Top of MATERIAL TO PROCESS
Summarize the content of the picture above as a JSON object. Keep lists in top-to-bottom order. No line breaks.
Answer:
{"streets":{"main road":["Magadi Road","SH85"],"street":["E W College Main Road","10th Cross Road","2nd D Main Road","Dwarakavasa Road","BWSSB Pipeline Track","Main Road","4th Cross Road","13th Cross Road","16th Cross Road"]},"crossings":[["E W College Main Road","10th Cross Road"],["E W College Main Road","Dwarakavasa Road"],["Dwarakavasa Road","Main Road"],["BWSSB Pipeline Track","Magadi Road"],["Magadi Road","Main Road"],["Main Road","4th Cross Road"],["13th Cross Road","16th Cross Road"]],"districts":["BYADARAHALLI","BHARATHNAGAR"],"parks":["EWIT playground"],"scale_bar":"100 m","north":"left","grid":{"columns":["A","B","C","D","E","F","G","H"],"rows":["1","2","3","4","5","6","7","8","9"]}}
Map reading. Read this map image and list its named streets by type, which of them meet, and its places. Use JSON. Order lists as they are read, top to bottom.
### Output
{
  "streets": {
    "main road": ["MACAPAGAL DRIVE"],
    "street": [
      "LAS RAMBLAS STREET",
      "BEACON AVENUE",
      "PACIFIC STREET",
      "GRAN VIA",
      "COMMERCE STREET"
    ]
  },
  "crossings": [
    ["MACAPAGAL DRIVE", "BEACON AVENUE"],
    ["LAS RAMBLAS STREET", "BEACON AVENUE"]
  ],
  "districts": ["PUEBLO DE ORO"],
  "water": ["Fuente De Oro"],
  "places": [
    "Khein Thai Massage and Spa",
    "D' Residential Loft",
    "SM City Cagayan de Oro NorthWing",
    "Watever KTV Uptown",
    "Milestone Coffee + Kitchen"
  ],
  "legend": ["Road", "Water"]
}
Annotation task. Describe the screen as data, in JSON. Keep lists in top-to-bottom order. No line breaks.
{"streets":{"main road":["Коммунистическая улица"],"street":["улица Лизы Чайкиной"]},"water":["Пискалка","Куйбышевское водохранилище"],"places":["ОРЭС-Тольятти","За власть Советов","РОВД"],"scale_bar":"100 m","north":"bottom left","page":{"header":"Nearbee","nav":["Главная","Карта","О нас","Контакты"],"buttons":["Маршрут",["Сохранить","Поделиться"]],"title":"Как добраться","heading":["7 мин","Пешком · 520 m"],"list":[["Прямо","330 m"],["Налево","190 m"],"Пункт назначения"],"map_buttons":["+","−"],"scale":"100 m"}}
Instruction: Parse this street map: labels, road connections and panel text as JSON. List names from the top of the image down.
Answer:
Bottom of MATERIAL TO PROCESS
▶ TASK OBJECTIVE: All the records above are to be reproduced exactly.

▶ EXERCISE RESULT:
Summarize the content of the picture above as a JSON object. Keep lists in top-to-bottom order. No line breaks.
Answer:
{"streets":{"main road":["Magadi Road","SH85"],"street":["E W College Main Road","10th Cross Road","2nd D Main Road","Dwarakavasa Road","BWSSB Pipeline Track","Main Road","4th Cross Road","13th Cross Road","16th Cross Road"]},"crossings":[["E W College Main Road","10th Cross Road"],["E W College Main Road","Dwarakavasa Road"],["Dwarakavasa Road","Main Road"],["BWSSB Pipeline Track","Magadi Road"],["Magadi Road","Main Road"],["Main Road","4th Cross Road"],["13th Cross Road","16th Cross Road"]],"districts":["BYADARAHALLI","BHARATHNAGAR"],"parks":["EWIT playground"],"scale_bar":"100 m","north":"left","grid":{"columns":["A","B","C","D","E","F","G","H"],"rows":["1","2","3","4","5","6","7","8","9"]}}
Map reading. Read this map image and list its named streets by type, which of them meet, and its places. Use JSON. Order lists as they are read, top to bottom.
### Output
{
  "streets": {
    "main road": ["MACAPAGAL DRIVE"],
    "street": [
      "LAS RAMBLAS STREET",
      "BEACON AVENUE",
      "PACIFIC STREET",
      "GRAN VIA",
      "COMMERCE STREET"
    ]
  },
  "crossings": [
    ["MACAPAGAL DRIVE", "BEACON AVENUE"],
    ["LAS RAMBLAS STREET", "BEACON AVENUE"]
  ],
  "districts": ["PUEBLO DE ORO"],
  "water": ["Fuente De Oro"],
  "places": [
    "Khein Thai Massage and Spa",
    "D' Residential Loft",
    "SM City Cagayan de Oro NorthWing",
    "Watever KTV Uptown",
    "Milestone Coffee + Kitchen"
  ],
  "legend": ["Road", "Water"]
}
Annotation task. Describe the screen as data, in JSON. Keep lists in top-to-bottom order. No line breaks.
{"streets":{"main road":["Коммунистическая улица"],"street":["улица Лизы Чайкиной"]},"water":["Пискалка","Куйбышевское водохранилище"],"places":["ОРЭС-Тольятти","За власть Советов","РОВД"],"scale_bar":"100 m","north":"bottom left","page":{"header":"Nearbee","nav":["Главная","Карта","О нас","Контакты"],"buttons":["Маршрут",["Сохранить","Поделиться"]],"title":"Как добраться","heading":["7 мин","Пешком · 520 m"],"list":[["Прямо","330 m"],["Налево","190 m"],"Пункт назначения"],"map_buttons":["+","−"],"scale":"100 m"}}
Instruction: Parse this street map: labels, road connections and panel text as JSON. List names from the top of the image down.
Answer:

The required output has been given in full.